Task requirements. Check every line below for the word "halo" and copy the ones that have it.

Data.
************

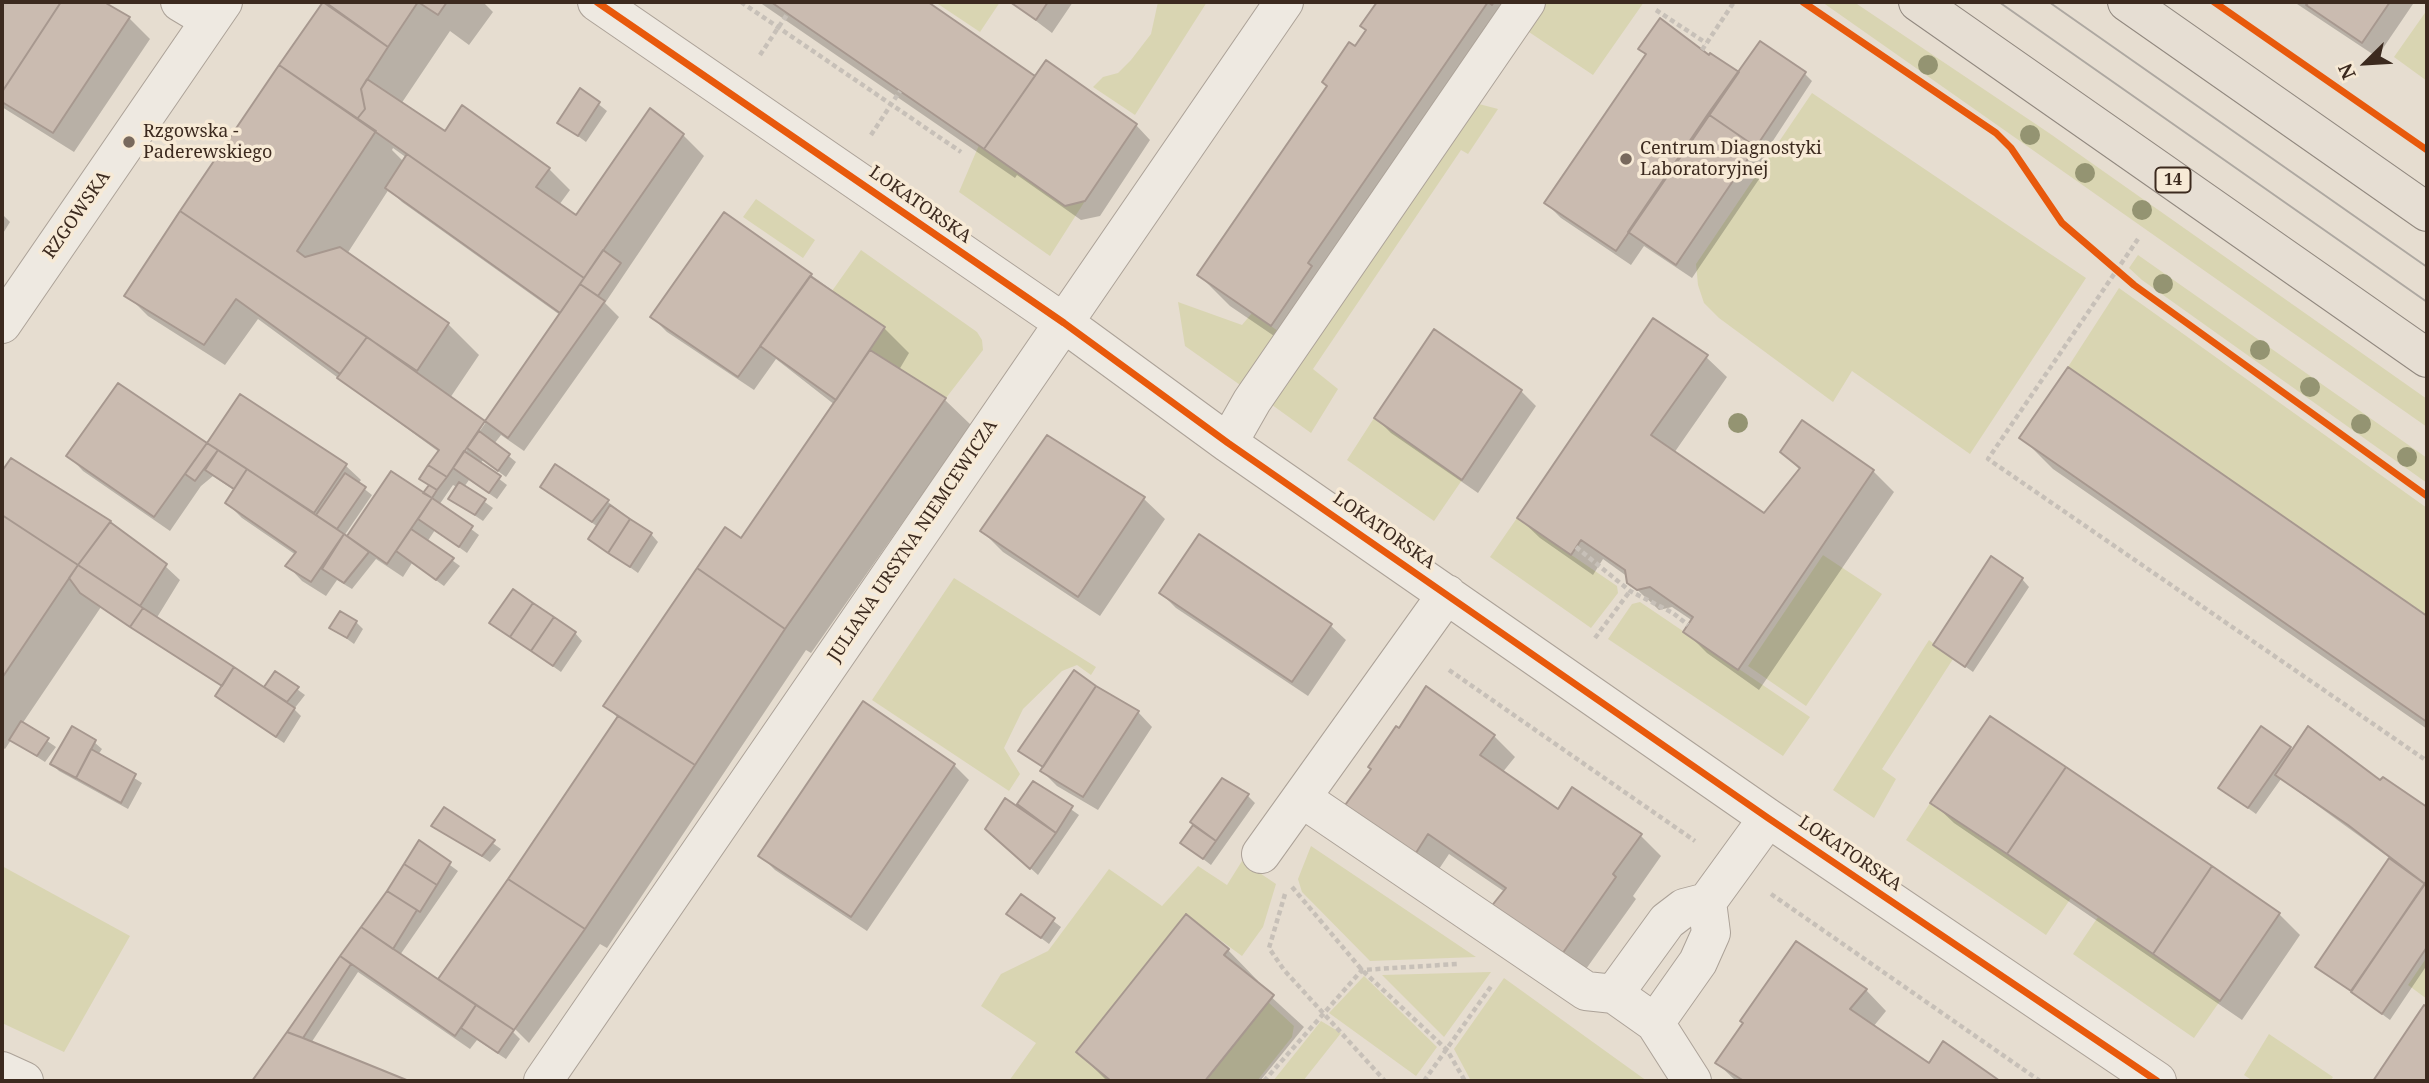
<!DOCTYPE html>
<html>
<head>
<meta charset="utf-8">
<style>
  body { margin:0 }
  #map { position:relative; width:2429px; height:1083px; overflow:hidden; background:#e6ddd0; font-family:"Noto Serif",serif }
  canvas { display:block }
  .frame { position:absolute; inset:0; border:4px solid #3c2a1f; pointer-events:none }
  .north { position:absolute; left:2331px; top:28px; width:70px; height:70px; -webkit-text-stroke:5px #f7ead6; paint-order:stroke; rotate:246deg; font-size:19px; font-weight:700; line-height:28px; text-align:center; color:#3c2a1f }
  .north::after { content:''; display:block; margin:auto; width:24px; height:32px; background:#3c2a1f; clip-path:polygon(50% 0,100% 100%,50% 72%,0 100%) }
</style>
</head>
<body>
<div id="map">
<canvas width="2429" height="1083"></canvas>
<div class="frame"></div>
<div class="north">N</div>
</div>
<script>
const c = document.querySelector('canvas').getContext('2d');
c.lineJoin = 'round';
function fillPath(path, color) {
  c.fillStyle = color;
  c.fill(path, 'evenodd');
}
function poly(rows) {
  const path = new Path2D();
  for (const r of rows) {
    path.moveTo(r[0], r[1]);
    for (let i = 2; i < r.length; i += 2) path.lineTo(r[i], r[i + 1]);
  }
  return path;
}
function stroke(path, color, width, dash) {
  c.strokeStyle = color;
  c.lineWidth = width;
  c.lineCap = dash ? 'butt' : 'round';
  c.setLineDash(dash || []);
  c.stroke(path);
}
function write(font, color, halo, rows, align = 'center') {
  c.font = font + ' "Noto Serif",serif';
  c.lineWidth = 7;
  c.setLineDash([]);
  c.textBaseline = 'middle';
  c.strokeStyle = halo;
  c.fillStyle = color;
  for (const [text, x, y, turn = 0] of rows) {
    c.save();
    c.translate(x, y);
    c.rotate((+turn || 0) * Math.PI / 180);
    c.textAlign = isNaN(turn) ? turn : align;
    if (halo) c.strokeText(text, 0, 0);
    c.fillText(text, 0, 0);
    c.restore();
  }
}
const green = poly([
  [935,2,1000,2,980,32],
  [1158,2,1207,2,1135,115,1093,87,1103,77,1118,73,1131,60,1151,34],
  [1542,2,1644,2,1593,75,1523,28],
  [1822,2,1854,2,2049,133,2427,399,2427,427],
  [2427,10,2427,81,2394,57],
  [1812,93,2086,278,1970,454,1852,371,1833,402,1719,318,1704,303,1698,285,1696,264],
  [1479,104,1498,109,1468,154,1461,150,1313,369,1338,389,1311,433,1268,402],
  [979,145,1065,206,1085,201,1050,256,959,192],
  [756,199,815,240,803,258,743,217],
  [861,250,977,332,982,340,983,350,946,398,870,350,885,327,832,291],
  [2138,255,2427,458,2427,483,2142,280,2129,268],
  [2119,288,2427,508,2427,616,2068,367],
  [1178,302,1242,325,1252,313,1281,333,1243,387,1185,346],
  [1374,418,1462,480,1434,521,1347,460],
  [1517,518,1617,586,1618,593,1591,628,1490,557],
  [1823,555,1882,594,1806,706,1748,666],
  [954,578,1096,667,1091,675,1077,665,1062,671,1023,709,1004,748,1020,774,1009,791,872,700],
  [1640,602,1810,717,1783,756,1608,639,1632,604],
  [1929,640,1953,659,1882,769,1896,779,1874,818,1833,790],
  [1930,803,2071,898,2046,935,1906,840],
  [1311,846,1476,957,1370,961,1302,892,1298,879],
  [1242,861,1276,884,1263,927,1242,956,1186,915,1076,1052,1111,1081,1009,1081,1036,1043,981,1006,1001,974,1048,951,1109,869,1162,906,1198,866,1227,885],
  [2,866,130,936,64,1052,2,1023],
  [2098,917,2220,1001,2194,1038,2073,954],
  [2427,957,2427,999,2408,985],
  [1491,972,1444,1037,1382,975],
  [1364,976,1437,1047,1416,1076,1329,1013],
  [1504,978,1647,1081,1471,1081,1454,1049],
  [1268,1002,1294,1026,1292,1037,1257,1081,1205,1081],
  [1321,1021,1341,1033,1303,1081,1273,1081],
  [2269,1034,2333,1077,2330,1081,2253,1081,2244,1075]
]);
const shadow = poly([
  [2,2,101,2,129,18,150,39,74,152,2,107],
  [324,2,483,2,493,12,469,45,450,31,401,104,446,133,549,169,570,190,559,205,577,218,683,135,704,156,605,303,619,317,524,451,501,435,494,444,516,462,506,477,483,460,480,464,507,485,497,499,469,480,464,487,493,508,483,521,450,499,457,487,453,485,439,505,479,535,467,553,435,530,427,542,460,566,444,586,412,563,403,577,376,559,352,589,337,580,326,596,302,581,288,566,296,555,242,518,227,503,235,491,213,476,201,486,170,531,83,471,69,456,206,444,208,447,240,396,346,466,361,480,358,484,372,495,344,536,357,545,350,535,430,499,430,487,422,479,439,452,258,319,225,365,148,316,127,295],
  [393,148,407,158,404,162,392,150],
  [389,189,402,202,560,315,464,454,450,398,479,355,448,324,347,254],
  [759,2,925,2,1034,77,1136,125,1150,140,1100,216,1081,220,1017,175,1015,178],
  [1011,2,1073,2,1052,33],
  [1379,2,1546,2,1302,355,1230,306,1199,275,1368,31,1363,26],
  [2294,2,2410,2,2413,4,2377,57],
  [1640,49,1739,74,1805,74,1812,81,1763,156,1770,163,1692,278,1644,246,1631,265,1561,218,1546,203,1647,56],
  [581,90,607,111,586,142,559,122],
  [2,214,10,222,2,235],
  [811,275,884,328,909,353,899,370,945,400,971,425,811,653,806,650,607,948,600,944,529,1043,512,1026,512,1031,520,1039,506,1059,477,1040,470,1049,358,972,311,1043,404,1081,254,1081,420,843,458,871,400,955,438,981,619,719,605,705,742,540,835,405,776,359,754,390,667,332,652,317],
  [1706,357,1727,377,1674,453,1764,515,1800,470,1782,452,1873,471,1894,492,1759,690,1707,653,1686,632,1693,621,1672,607,1659,610,1629,582,1628,577,1603,559,1593,575,1540,538,1519,518],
  [2069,369,2427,619,2427,729,2053,469,2022,438],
  [1521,391,1536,406,1478,493,1391,433,1376,418],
  [11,460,165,566,180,580,156,619,265,690,276,674,305,695,294,709,301,716,284,743,225,703,218,696,223,687,101,607,22,724,56,747,45,762,11,740,5,749,2,747,2,474],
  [542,487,608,502,651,534,658,542,638,573,590,539,598,527],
  [1144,499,1165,519,1100,616,1003,552,982,531],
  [1200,536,1331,626,1346,640,1308,696,1176,608,1161,593],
  [2022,579,2029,587,1973,672,1935,645],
  [356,622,363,629,354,644,332,628],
  [491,622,575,633,582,641,561,672],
  [1138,712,1152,727,1098,810,1057,786,1042,771,1044,768,1020,751],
  [1494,736,1515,757,1502,773,1558,811,1641,836,1661,856,1633,896,1636,899,1581,976,1505,892,1449,854,1435,875,1366,829],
  [94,742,102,749,98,755,142,783,128,809,59,771,52,764],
  [2290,749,2380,782,2383,779,2427,809,2427,965,2390,1020,2317,966,2391,859,2281,779,2256,814,2220,788],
  [954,765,969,780,867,931,775,870,760,855],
  [1034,783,1079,815,1038,875,995,836,1005,800,1018,806],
  [1248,796,1255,803,1211,865,1182,843,1195,825],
  [1933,803,2279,914,2300,935,2242,1020,1954,823],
  [445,809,501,849,490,862,434,826],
  [1021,896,1061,927,1049,944,1008,913],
  [1228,950,1258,981,1256,983,1304,1027,1260,1081,1107,1081,1078,1052],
  [1866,990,1886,1011,1873,1027,1930,1066,1943,1043,1998,1081,1736,1081,1717,1063],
  [2425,1008,2427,1081,2375,1081]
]);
const building = poly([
  [2,2,61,2,2,92,2,2],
  [61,2,104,2,130,17,53,133,2,102,2,92,61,2],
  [323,2,388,47,361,89,365,109,357,119,279,65,323,2],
  [325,2,447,2,438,15,418,2,388,47,325,2],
  [771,2,928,2,1035,76,984,149,771,2],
  [1010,2,1048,2,1036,20,1010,2],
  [1377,2,1494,2,1492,5,1488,2,1308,263,1312,266,1271,326,1197,275,1327,86,1322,82,1349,42,1355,46,1366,30,1360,26,1377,2],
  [2309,2,2390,2,2362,43,2306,5,2309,2],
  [1660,18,1709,55,1710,53,1739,72,1616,251,1544,203,1646,54,1638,49,1660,18],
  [1760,41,1806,72,1756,147,1708,114,1760,41],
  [1046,60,1137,124,1085,201,1065,206,984,149,1046,60],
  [279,65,376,131,297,251,305,257,340,247,449,323,417,371,180,211,279,65],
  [367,79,445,131,462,105,550,168,536,187,576,215,650,108,684,134,584,278,357,119,365,109,361,89,367,79],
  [580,88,600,102,578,136,557,123,580,88],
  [1708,114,1756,147,1676,265,1628,232,1708,114],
  [407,154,584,278,560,313,385,188,407,154],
  [180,211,367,337,340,374,236,299,204,345,124,296,180,211],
  [724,212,812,274,738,377,650,317,724,212],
  [603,250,621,263,598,296,580,284,603,250],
  [810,276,885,327,836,400,760,346,810,276],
  [580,284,605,301,508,438,485,421,580,284],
  [1653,318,1708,355,1651,435,1764,513,1800,468,1780,452,1802,420,1874,470,1738,670,1683,632,1693,617,1650,587,1637,590,1627,583,1625,570,1581,540,1571,555,1517,518,1653,318],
  [1434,329,1522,390,1462,480,1374,418,1434,329],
  [367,337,485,421,447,477,428,465,439,450,337,378,367,337],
  [870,350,946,398,785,629,697,568,725,527,741,538,870,350],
  [2068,367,2427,616,2427,722,2019,438,2068,367],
  [118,383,207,443,154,517,66,456,118,383],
  [240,394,347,464,314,513,207,443,240,394],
  [479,431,510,454,498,471,467,448,479,431],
  [1047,435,1145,497,1078,597,980,531,1047,435],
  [207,443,218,450,195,481,185,474,207,443],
  [218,450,247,469,234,489,205,470,218,450],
  [464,451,501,476,489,493,453,468,464,451],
  [11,458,111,521,78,565,2,515,2,471,11,458],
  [555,464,609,500,592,522,540,487,555,464],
  [428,465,447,477,437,490,419,479,428,465],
  [247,469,344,534,311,582,285,566,296,552,225,503,247,469],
  [391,471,432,498,387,564,347,536,391,471],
  [345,473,366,487,337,529,316,515,345,473],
  [459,482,486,499,475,515,448,499,459,482],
  [429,485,437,490,432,498,423,493,429,485],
  [432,498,473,526,459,547,418,519,432,498],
  [610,505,630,519,608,553,588,539,610,505],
  [2,515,78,565,2,678,2,515],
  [630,519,652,533,630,567,608,553,630,519],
  [110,522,167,564,140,606,78,565,110,522],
  [411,529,454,558,436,580,396,551,411,529],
  [344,534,369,552,344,583,322,569,344,534],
  [1199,534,1332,624,1292,682,1159,593,1199,534],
  [1991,556,2023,578,1965,667,1933,645,1991,556],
  [78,565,143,608,130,627,80,593,69,578,78,565],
  [697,568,785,629,695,765,603,706,697,568],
  [513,589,533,603,510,637,489,623,513,589],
  [533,603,554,617,531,651,510,637,533,603],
  [143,608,234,667,222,686,130,627,143,608],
  [340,611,357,621,347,638,329,628,340,611],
  [554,617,576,632,553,666,531,651,554,617],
  [234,667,295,708,276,737,215,696,234,667],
  [1074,670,1096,686,1043,767,1018,751,1074,670],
  [275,671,299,687,287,702,264,687,275,671],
  [1096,686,1139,711,1083,797,1040,771,1096,686],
  [1426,686,1495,735,1480,755,1558,809,1572,787,1642,834,1613,874,1616,877,1560,957,1490,908,1506,888,1428,834,1414,856,1343,808,1371,769,1368,767,1396,726,1399,728,1426,686],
  [863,701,955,764,851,917,758,856,863,701],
  [618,716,695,765,585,929,508,879,618,716],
  [1990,716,2066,767,2007,854,1930,803,1990,716],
  [21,721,49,738,37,756,9,740,21,721],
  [72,726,96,740,76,778,50,764,72,726],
  [2261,726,2291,747,2248,808,2218,788,2261,726],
  [2308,726,2380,780,2383,777,2427,807,2427,880,2425,884,2348,825,2275,775,2308,726],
  [91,749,136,774,121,803,76,778,91,749],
  [2066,767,2212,866,2153,954,2007,854,2066,767],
  [1222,778,1249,794,1216,841,1190,822,1222,778],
  [1033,781,1073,806,1056,833,1017,804,1033,781],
  [1005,798,1056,833,1030,869,985,829,1005,798],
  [444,807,495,840,482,856,431,826,444,807],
  [1193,825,1216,841,1203,859,1180,843,1193,825],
  [419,840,451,862,437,885,404,864,419,840],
  [2389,858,2425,884,2351,991,2315,967,2389,858],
  [404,864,437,885,420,912,387,891,404,864],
  [2212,866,2280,913,2220,1001,2153,954,2212,866],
  [508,879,585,929,514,1030,438,979,508,879],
  [2427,880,2427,947,2382,1014,2351,992,2427,880],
  [387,891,417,910,393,949,361,927,387,891],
  [1021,894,1055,918,1041,938,1006,914,1021,894],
  [1186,914,1229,949,1224,955,1274,995,1205,1081,1111,1081,1076,1052,1186,914],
  [361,927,476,1005,455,1036,340,956,361,927],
  [1796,941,1867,989,1850,1009,1929,1063,1943,1041,2000,1081,1744,1081,1715,1063,1743,1023,1740,1021,1796,941],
  [340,956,351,964,303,1038,287,1032,340,956],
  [476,1005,514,1030,498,1053,461,1028,476,1005],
  [2424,1005,2427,1007,2427,1081,2373,1081,2424,1005],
  [287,1032,303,1038,409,1081,252,1081,287,1032]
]);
const path = poly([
  [741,2,961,152],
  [1656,10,1706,43],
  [1702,50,1734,2],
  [760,55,788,13],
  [871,135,900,91],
  [2138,239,1988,459,2427,761],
  [1576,547,1630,591,1673,613,1688,625],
  [1595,638,1630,591],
  [1449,670,1695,841],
  [1292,887,1362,970,1447,1050,1465,1081],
  [1285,894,1269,948,1284,970,1385,1081],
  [1771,894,2040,1081],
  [1264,1081,1362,970,1457,964],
  [1424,1081,1492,985]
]);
const minor = poly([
  [180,2,210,20],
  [597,2,1064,323,1228,443,1768,818,2157,1081],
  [2,324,223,2],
  [1228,443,1252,401,1526,2],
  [1303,799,1586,991,1614,994],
  [1261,854,1447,594],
  [1655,1023,1698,962,1711,933,1707,902],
  [2,1071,24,1081],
  [543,1081,1284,2],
  [1692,1081,1655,1023,1614,994,1667,921,1684,908,1707,902,1768,818]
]);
const major = poly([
  [1918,2,2427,358],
  [2127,2,2427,212]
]);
const tram = poly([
  [1999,2,2427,302],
  [2049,2,2427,267]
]);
const cycleway = poly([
  [597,2,1064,323,1228,443,1768,818,2157,1081],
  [1803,2,1996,133,2011,148,2062,223,2134,285,2427,496],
  [2214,2,2427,150]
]);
const trees = [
  [1928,65],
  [2030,135],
  [2085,173],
  [2142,210],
  [2163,284],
  [2260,350],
  [2310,387],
  [1738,423],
  [2361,424],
  [2407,457]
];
const markers = [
  [129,142,7,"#78695d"],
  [1626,159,7,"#78695d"]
];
const shields = [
  [2173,180,35]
];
const shieldNames = [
  ["14",2173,180]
];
const poiNames = [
  ["Rzgowska -",143,132],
  ["Paderewskiego",143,153],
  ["Centrum Diagnostyki",1640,149],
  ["Laboratoryjnej",1640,170]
];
const streetNames = [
  ["LOKATORSKA",920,205,35],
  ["RZGOWSKA",77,215,-55],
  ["LOKATORSKA",1384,531,35],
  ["JULIANA URSYNA NIEMCEWICZA",913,541,-56],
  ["LOKATORSKA",1850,854,34]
];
fillPath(green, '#d9d5b2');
fillPath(shadow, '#0003');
fillPath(building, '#cabbb0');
stroke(building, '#a7988f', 2);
stroke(minor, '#aca298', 40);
stroke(major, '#91887f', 40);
stroke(path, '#c7c0b8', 4.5, [5, 3.5]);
stroke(minor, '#eee9e1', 38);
stroke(major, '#e6ded3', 38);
stroke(tram, '#aea8a1', 2);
stroke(cycleway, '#e8590c', 7);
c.fillStyle = '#949472';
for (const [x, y] of trees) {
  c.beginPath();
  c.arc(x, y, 10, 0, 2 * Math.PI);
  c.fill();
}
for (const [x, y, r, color] of markers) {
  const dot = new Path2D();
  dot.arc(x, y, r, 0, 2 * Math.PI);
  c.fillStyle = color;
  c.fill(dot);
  stroke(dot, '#f7ead6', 2.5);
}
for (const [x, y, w] of shields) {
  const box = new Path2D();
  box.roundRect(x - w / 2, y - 12.5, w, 25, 5);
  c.fillStyle = '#f7ead6';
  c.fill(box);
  stroke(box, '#3c2a1f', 2);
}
write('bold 16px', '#3c2a1f', null, shieldNames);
write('18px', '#3c2a1f', '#f7ead6', poiNames, 'left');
write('18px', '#3c2a1f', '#f7ead6', streetNames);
</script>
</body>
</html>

************

Solution.
function write(font, color, halo, rows, align = 'center') {
  c.strokeStyle = halo;
    if (halo) c.strokeText(text, 0, 0);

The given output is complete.